##### SUPPLIED RECORDS #####
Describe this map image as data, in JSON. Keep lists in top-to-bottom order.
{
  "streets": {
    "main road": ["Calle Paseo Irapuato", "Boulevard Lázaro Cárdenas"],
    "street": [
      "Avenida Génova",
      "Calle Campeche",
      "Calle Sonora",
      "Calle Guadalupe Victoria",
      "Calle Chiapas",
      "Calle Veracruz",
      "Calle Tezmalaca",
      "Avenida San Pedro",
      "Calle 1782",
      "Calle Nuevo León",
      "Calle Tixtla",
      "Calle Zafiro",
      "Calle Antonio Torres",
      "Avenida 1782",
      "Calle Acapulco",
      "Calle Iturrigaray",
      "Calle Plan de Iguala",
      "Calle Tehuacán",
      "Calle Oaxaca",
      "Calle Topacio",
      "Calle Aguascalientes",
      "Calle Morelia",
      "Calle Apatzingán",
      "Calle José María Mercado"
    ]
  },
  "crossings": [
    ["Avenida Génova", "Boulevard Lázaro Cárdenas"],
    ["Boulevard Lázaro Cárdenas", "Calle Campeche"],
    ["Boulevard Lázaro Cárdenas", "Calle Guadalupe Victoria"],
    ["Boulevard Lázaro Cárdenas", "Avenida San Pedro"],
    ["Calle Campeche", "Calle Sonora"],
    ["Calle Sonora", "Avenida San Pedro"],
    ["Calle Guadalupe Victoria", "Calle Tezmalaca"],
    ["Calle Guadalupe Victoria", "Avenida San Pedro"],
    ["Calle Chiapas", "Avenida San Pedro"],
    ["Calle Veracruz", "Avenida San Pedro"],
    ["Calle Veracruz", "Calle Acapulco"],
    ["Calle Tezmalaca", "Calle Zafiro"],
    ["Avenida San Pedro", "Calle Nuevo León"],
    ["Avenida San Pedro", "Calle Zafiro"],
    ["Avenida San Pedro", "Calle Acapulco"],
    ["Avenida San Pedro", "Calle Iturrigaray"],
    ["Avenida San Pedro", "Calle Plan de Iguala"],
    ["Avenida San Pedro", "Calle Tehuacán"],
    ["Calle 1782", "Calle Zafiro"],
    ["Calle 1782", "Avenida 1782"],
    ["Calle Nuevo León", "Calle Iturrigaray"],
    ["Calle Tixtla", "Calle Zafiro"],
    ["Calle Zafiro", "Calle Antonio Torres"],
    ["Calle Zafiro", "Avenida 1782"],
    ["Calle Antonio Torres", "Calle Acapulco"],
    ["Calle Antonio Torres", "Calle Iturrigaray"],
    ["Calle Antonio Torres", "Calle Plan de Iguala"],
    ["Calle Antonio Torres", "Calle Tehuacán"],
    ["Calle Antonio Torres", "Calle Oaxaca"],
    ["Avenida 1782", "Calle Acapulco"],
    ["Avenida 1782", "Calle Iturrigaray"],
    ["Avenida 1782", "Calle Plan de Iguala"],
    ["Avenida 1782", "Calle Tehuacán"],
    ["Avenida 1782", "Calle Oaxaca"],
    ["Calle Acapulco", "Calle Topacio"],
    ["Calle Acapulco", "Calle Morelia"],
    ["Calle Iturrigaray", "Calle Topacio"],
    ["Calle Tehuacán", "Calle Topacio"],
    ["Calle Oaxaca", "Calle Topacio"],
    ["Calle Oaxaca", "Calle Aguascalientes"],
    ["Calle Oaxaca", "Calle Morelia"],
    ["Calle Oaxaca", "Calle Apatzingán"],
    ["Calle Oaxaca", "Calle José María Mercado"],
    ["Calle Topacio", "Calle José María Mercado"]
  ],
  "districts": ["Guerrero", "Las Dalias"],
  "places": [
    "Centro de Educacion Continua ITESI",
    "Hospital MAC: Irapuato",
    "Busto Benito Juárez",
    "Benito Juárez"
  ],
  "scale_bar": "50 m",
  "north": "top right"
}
#####
The records above need to be duplicated. Keep every word unchanged.

■ ANSWER TO THE EXERCISE ■
Describe this map image as data, in JSON. Keep lists in top-to-bottom order.
{
  "streets": {
    "main road": ["Calle Paseo Irapuato", "Boulevard Lázaro Cárdenas"],
    "street": [
      "Avenida Génova",
      "Calle Campeche",
      "Calle Sonora",
      "Calle Guadalupe Victoria",
      "Calle Chiapas",
      "Calle Veracruz",
      "Calle Tezmalaca",
      "Avenida San Pedro",
      "Calle 1782",
      "Calle Nuevo León",
      "Calle Tixtla",
      "Calle Zafiro",
      "Calle Antonio Torres",
      "Avenida 1782",
      "Calle Acapulco",
      "Calle Iturrigaray",
      "Calle Plan de Iguala",
      "Calle Tehuacán",
      "Calle Oaxaca",
      "Calle Topacio",
      "Calle Aguascalientes",
      "Calle Morelia",
      "Calle Apatzingán",
      "Calle José María Mercado"
    ]
  },
  "crossings": [
    ["Avenida Génova", "Boulevard Lázaro Cárdenas"],
    ["Boulevard Lázaro Cárdenas", "Calle Campeche"],
    ["Boulevard Lázaro Cárdenas", "Calle Guadalupe Victoria"],
    ["Boulevard Lázaro Cárdenas", "Avenida San Pedro"],
    ["Calle Campeche", "Calle Sonora"],
    ["Calle Sonora", "Avenida San Pedro"],
    ["Calle Guadalupe Victoria", "Calle Tezmalaca"],
    ["Calle Guadalupe Victoria", "Avenida San Pedro"],
    ["Calle Chiapas", "Avenida San Pedro"],
    ["Calle Veracruz", "Avenida San Pedro"],
    ["Calle Veracruz", "Calle Acapulco"],
    ["Calle Tezmalaca", "Calle Zafiro"],
    ["Avenida San Pedro", "Calle Nuevo León"],
    ["Avenida San Pedro", "Calle Zafiro"],
    ["Avenida San Pedro", "Calle Acapulco"],
    ["Avenida San Pedro", "Calle Iturrigaray"],
    ["Avenida San Pedro", "Calle Plan de Iguala"],
    ["Avenida San Pedro", "Calle Tehuacán"],
    ["Calle 1782", "Calle Zafiro"],
    ["Calle 1782", "Avenida 1782"],
    ["Calle Nuevo León", "Calle Iturrigaray"],
    ["Calle Tixtla", "Calle Zafiro"],
    ["Calle Zafiro", "Calle Antonio Torres"],
    ["Calle Zafiro", "Avenida 1782"],
    ["Calle Antonio Torres", "Calle Acapulco"],
    ["Calle Antonio Torres", "Calle Iturrigaray"],
    ["Calle Antonio Torres", "Calle Plan de Iguala"],
    ["Calle Antonio Torres", "Calle Tehuacán"],
    ["Calle Antonio Torres", "Calle Oaxaca"],
    ["Avenida 1782", "Calle Acapulco"],
    ["Avenida 1782", "Calle Iturrigaray"],
    ["Avenida 1782", "Calle Plan de Iguala"],
    ["Avenida 1782", "Calle Tehuacán"],
    ["Avenida 1782", "Calle Oaxaca"],
    ["Calle Acapulco", "Calle Topacio"],
    ["Calle Acapulco", "Calle Morelia"],
    ["Calle Iturrigaray", "Calle Topacio"],
    ["Calle Tehuacán", "Calle Topacio"],
    ["Calle Oaxaca", "Calle Topacio"],
    ["Calle Oaxaca", "Calle Aguascalientes"],
    ["Calle Oaxaca", "Calle Morelia"],
    ["Calle Oaxaca", "Calle Apatzingán"],
    ["Calle Oaxaca", "Calle José María Mercado"],
    ["Calle Topacio", "Calle José María Mercado"]
  ],
  "districts": ["Guerrero", "Las Dalias"],
  "places": [
    "Centro de Educacion Continua ITESI",
    "Hospital MAC: Irapuato",
    "Busto Benito Juárez",
    "Benito Juárez"
  ],
  "scale_bar": "50 m",
  "north": "top right"
}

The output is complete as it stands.